Dejó reposar la cabeza sobre los brazos y jadeó, abrumado por tanto malestar. ¿Qué pensaría Poona al no verlo en el aeropuerto? ¿Quién era ahora Marie? ¿Qué necesidades tendría?


Gunder levantó la cabeza y descubrió al cartero, que llegó en su coche verde y se detuvo delante del buzón. Cuando el vehículo estuvo otra vez fuera de su campo de visión, Gunder bajó lentamente hasta la calle. Una carta dirigida a él dentro de un sobre grande. Entró en la cocina y la abrió. Era la carta de Poona a su hermano. La carta original, en indio, y una traducción para él. Sejer le enviaba un saludo. Fue a buscar las gafas, se las puso y se esforzó por dejar las manos quietas. Luego empezó a leer. Estaba clareando. Una nube desaparecía lentamente revelando un resplandeciente sol de octubre. La hierba centelleaba. En la pequeña piscina para los pájaros había una fina capa de hielo. Un pájaro carpintero se posó junto a la ventana, metió el pico en la comida para pájaros y se puso a picotear grasa y simientes a gran velocidad. Un macho, pensó Gunder. La parte posterior de la cabeza brillaba como la sangre al sol. Leyó despacio la carta. Todo se calmó dentro de él.


Querido hermano Shiraz:

Hace mucho que no nos vemos. Te escribo por un asunto importante. Y tendrás que perdonarme por no haberte tenido en cuenta.
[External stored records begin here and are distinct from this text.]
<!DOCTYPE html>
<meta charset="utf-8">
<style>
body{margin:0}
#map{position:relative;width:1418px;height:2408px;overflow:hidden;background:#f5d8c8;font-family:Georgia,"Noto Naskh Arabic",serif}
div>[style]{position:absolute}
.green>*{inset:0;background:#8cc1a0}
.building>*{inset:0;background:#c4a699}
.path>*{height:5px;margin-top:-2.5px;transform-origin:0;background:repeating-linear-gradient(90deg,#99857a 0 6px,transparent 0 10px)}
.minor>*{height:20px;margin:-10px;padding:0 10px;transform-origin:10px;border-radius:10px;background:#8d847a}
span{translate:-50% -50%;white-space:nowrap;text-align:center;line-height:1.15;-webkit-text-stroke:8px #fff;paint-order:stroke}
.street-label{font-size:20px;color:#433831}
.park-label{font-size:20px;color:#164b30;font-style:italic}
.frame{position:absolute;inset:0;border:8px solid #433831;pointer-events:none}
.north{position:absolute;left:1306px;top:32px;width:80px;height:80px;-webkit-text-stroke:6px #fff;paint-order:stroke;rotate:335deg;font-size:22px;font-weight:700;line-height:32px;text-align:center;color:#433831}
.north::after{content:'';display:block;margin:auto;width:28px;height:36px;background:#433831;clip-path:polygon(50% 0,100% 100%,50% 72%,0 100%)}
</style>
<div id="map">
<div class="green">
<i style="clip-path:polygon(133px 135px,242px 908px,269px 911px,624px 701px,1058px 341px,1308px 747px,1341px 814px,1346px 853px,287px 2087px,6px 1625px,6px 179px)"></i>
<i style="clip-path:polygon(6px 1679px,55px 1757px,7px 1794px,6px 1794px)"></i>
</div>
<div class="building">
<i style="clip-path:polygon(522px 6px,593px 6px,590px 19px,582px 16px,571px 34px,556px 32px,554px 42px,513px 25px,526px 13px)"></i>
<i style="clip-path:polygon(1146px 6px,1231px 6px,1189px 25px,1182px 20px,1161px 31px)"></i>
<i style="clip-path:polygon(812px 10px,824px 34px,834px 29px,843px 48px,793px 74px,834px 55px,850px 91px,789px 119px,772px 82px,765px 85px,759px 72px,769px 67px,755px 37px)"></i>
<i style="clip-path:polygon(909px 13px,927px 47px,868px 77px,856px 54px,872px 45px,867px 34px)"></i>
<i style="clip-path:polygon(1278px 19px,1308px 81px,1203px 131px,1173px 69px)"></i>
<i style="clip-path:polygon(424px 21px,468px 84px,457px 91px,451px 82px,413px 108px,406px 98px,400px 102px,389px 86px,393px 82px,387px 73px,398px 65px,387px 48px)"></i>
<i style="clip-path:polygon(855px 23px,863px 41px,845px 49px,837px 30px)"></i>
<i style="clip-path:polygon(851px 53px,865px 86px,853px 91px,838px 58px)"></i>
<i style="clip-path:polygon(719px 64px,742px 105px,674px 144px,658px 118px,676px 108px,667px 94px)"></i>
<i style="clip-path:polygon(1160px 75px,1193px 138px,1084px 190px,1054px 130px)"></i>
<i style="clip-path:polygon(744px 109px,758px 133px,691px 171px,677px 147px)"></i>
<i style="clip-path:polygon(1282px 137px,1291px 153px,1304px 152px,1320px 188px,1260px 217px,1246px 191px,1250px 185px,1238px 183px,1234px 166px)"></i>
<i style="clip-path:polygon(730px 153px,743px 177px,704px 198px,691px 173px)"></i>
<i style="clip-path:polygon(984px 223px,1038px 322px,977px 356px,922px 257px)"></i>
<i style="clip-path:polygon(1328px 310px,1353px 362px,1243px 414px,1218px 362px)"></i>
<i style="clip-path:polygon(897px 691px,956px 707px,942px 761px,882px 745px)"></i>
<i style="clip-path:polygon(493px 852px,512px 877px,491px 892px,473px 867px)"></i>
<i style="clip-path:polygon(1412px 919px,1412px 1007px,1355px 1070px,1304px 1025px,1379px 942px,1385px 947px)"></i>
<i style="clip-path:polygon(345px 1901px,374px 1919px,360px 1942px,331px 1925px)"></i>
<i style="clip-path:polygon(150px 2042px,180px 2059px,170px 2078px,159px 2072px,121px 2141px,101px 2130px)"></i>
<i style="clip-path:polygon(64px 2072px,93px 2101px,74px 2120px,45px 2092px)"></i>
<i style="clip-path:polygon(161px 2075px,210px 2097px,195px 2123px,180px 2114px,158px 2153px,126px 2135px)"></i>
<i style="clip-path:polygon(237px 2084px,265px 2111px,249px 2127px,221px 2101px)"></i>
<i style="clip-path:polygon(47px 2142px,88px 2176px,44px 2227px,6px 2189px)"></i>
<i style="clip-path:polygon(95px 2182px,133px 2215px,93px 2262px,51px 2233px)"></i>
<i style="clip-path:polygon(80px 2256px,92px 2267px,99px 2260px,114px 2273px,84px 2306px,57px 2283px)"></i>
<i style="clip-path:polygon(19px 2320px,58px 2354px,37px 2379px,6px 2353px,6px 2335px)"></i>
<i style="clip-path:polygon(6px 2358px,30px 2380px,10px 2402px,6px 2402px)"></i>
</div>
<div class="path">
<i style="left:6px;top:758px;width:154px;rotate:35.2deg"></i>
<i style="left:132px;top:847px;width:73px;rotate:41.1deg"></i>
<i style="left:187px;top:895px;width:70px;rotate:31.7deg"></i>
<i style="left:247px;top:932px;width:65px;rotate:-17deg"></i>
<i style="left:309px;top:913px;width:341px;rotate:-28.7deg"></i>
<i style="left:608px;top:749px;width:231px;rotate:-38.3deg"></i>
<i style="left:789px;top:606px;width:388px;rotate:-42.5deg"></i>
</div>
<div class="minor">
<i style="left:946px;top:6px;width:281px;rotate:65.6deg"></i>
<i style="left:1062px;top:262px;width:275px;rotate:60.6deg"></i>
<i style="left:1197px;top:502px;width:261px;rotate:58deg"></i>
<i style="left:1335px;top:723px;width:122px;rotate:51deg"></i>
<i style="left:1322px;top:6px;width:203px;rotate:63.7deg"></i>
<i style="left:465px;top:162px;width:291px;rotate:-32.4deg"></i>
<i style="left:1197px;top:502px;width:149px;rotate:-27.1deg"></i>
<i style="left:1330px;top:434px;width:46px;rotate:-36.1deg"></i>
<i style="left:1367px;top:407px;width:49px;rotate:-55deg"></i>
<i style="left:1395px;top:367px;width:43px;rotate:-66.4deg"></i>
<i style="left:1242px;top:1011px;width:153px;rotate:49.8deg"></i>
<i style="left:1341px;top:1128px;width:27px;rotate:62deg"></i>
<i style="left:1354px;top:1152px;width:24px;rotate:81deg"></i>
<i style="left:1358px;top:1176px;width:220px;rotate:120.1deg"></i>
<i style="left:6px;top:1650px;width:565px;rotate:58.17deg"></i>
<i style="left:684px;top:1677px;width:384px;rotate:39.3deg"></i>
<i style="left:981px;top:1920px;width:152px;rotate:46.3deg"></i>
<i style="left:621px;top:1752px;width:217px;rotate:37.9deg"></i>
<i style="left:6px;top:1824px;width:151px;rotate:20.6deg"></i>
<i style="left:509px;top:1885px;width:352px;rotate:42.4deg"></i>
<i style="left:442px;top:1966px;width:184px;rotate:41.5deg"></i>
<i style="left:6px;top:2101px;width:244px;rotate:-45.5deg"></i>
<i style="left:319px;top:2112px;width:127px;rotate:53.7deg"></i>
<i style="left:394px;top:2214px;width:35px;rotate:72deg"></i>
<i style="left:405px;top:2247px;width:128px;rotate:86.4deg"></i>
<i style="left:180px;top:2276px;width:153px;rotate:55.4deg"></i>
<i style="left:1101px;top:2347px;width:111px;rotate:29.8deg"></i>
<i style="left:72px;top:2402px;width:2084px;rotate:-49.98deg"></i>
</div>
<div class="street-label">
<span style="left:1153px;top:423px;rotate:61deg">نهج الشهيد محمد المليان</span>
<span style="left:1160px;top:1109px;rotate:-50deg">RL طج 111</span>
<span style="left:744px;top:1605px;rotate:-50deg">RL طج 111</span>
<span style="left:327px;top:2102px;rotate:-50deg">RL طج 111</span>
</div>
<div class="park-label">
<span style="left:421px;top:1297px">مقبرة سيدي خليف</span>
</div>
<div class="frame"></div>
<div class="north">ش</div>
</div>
Soy una mujer casada. Ocurrió ayer. Él es un hombre honrado, cariñoso y decente. Me lleva en brazos, como se lleva a un niño al que se quiere ayudar y proteger. Se llama Gunder Jomann.

El señor Jomann es grande, fuerte y guapo. Ciertamente, no tiene mucho pelo y no es muy rápido, ni cuando actúa ni cuando piensa. Pero mide cada paso que da y cada uno de sus pensamientos es entrañable. Tiene casa y trabajo en el país donde vive. Con jardín, árboles frutales y todo eso. Hace frío allí, dice, pero no me asusta. Un aura de luz y calor lo rodea. Quiero estar siempre con él. Tampoco me da miedo lo que tú puedas opinar, querido hermano, porque deseo esto más que ninguna otra cosa. Voy a viajar a su país y a vivir en su casa. Para el resto de mi vida. No anda sobre la tierra ningún hombre mejor que Gunder Jomann. Sus manos son grandes y abiertas; sus ojos, azules como el cielo. Su cuerpo fuerte y ancho irradia una tranquila fuerza. Yo lo sé, lo he visto y lo he sentido. La vida con él será buena. ¡Alégrate conmigo!

¡Sé tan feliz como yo por todo lo que ha ocurrido!